The van was then driven around for an estimated half-hour or so. When it finally stopped, the abductor climbed from the driving cab and re-entered the vehicle through its rear doors, still armed with his pistol, at which point he forced Pettigrew to perform fellatio on him. When this was over, the abductor climbed out of the van, only to climb back in again a few minutes later and sodomise the prisoner. When this second sex act was complete, the van’s rear doors were opened again, Pettigrew was forced to kneel up, facing outwards – into what looked like isolated woodland – and was shot in the back of the head. It was a miracle he survived, but an entire day passed before a woman walking her dog discovered him; like the others, he had been dragged into a ditch and covered with branches and moss.

This was a major break for the police, because it explained the M1 Maniac’s
modus operandi
. There was no DNA, just as there never was with any of the other cases, because the killer always wore protection, but at least Pettigrew was able to describe the van and the assailant, even if this latter description amounted to little more than a man with blue eyes and red hair, wearing a black anorak hood.

Unfortunately, none of this did much to make the public less frightened, because the murders continued. The fact that it was red-blooded young men who were the object of the viciousness made it all the more disturbing. There were athletes among them; one had even been a junior boxing champion. Additionally terrifying, the Maniac’s victims had been grabbed off the street while going about their everyday business. A criminal psychologist on the radio exacerbated the situation when he voiced a theory that the perpetrator was probably not gay; that in fact he was straight and that his sexual sadism was simply a means to assert his dominance. Women could be next, he said.

Needless to say, others were less sure about this, and as the panic rose the public order situation deteriorated: anti-gay graffiti appeared, gay nightspots were stoned.
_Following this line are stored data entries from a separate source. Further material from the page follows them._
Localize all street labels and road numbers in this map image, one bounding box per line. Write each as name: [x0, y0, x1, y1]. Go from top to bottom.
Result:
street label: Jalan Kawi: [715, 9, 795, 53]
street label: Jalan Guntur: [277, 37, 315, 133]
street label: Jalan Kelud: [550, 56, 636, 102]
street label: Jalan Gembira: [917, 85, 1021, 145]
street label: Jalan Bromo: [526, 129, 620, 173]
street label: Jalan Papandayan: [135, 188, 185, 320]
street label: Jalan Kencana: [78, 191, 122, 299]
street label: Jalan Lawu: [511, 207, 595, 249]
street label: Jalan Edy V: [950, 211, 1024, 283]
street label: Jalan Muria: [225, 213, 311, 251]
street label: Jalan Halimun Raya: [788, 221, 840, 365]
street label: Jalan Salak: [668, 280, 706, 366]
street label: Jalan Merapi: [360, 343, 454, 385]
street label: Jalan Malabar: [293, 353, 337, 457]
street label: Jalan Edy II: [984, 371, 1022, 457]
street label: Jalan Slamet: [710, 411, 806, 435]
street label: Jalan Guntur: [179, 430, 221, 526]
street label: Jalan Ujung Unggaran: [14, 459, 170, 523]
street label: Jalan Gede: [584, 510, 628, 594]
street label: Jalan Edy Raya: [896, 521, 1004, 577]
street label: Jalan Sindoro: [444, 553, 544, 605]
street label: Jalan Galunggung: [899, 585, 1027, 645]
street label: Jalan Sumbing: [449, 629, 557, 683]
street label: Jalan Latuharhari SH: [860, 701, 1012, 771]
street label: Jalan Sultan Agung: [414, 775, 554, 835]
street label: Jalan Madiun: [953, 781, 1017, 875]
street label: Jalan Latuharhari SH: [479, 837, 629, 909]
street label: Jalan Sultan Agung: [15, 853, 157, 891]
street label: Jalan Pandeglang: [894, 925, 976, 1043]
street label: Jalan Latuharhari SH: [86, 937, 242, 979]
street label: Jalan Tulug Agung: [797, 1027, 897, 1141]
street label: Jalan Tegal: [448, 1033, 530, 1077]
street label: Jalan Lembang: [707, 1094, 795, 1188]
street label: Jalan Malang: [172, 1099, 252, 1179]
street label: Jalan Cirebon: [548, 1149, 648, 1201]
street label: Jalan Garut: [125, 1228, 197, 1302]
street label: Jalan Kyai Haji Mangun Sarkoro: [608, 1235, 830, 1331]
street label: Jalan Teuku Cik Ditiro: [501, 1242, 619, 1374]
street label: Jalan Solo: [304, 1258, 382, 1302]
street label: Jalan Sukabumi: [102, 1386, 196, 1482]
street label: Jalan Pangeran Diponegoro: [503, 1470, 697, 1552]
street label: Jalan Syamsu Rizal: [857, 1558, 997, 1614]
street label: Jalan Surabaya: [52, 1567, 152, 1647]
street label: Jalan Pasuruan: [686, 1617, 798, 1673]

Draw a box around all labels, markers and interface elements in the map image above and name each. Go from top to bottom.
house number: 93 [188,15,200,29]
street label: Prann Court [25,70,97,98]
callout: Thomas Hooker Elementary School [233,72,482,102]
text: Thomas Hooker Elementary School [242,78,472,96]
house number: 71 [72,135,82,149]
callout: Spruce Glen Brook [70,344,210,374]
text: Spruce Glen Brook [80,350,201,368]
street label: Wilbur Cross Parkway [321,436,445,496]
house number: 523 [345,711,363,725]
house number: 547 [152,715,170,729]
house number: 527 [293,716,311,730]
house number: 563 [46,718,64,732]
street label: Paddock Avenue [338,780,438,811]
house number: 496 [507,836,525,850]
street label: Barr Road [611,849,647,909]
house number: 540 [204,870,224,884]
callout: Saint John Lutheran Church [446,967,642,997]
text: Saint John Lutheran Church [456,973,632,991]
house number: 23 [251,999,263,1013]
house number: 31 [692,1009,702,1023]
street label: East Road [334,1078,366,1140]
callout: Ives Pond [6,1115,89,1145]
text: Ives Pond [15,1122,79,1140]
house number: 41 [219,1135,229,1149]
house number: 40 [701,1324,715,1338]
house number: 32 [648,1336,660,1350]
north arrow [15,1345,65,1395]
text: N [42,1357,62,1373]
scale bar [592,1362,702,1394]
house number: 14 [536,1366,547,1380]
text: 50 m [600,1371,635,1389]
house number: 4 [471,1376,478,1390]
Vigilante justice became ever more brutal and indiscriminate – a prominent gay spokesman was dragged from a podium and beaten while attempting to address a public meeting.

In the midst of all this, the police came under mounting criticism. It was noted in the popular press that speed-cameras had assisted in the prosecution of thousands of motorists in the time since the reign of terror had begun, but that they seemed incapable of playing any role in the apprehension of this ‘real criminal’, even though road-use was integral to his method.

Such an incendiary atmosphere was soon going to explode. It looked increasingly unlikely that the hunt for the M1 Maniac would end in anything less than a disaster.

Though perhaps no one realised how much of a disaster
, Heck thought, as he sat in A&E, trying not to wince while an orthopaedic collar was carefully fitted around his neck. Even now, the bodies of the Savage brothers were being brought to the mortuary here at the Milton Keynes Hospital. He grunted his thanks as the nurse told him he was done and moved away. As well as the neck-brace, his left arm had been strapped and fixed in a sling; a doctor had checked it earlier and concluded that it was only sprained but that it needed rest – which was always easier said than done. Heck shuffled to the lavatory. When he’d finished his ablutions, a surprisingly complex procedure with one hand, he regarded himself in the mirror over the washbasin. He’d looked better. His black hair was a sweaty mop, his lean, rugged features cut and bruised. He was thirty-eight later this year and still in reasonable nick, but time waited for no man, and whenever he got a little beaten-up these days, it seemed to take that much longer to recover.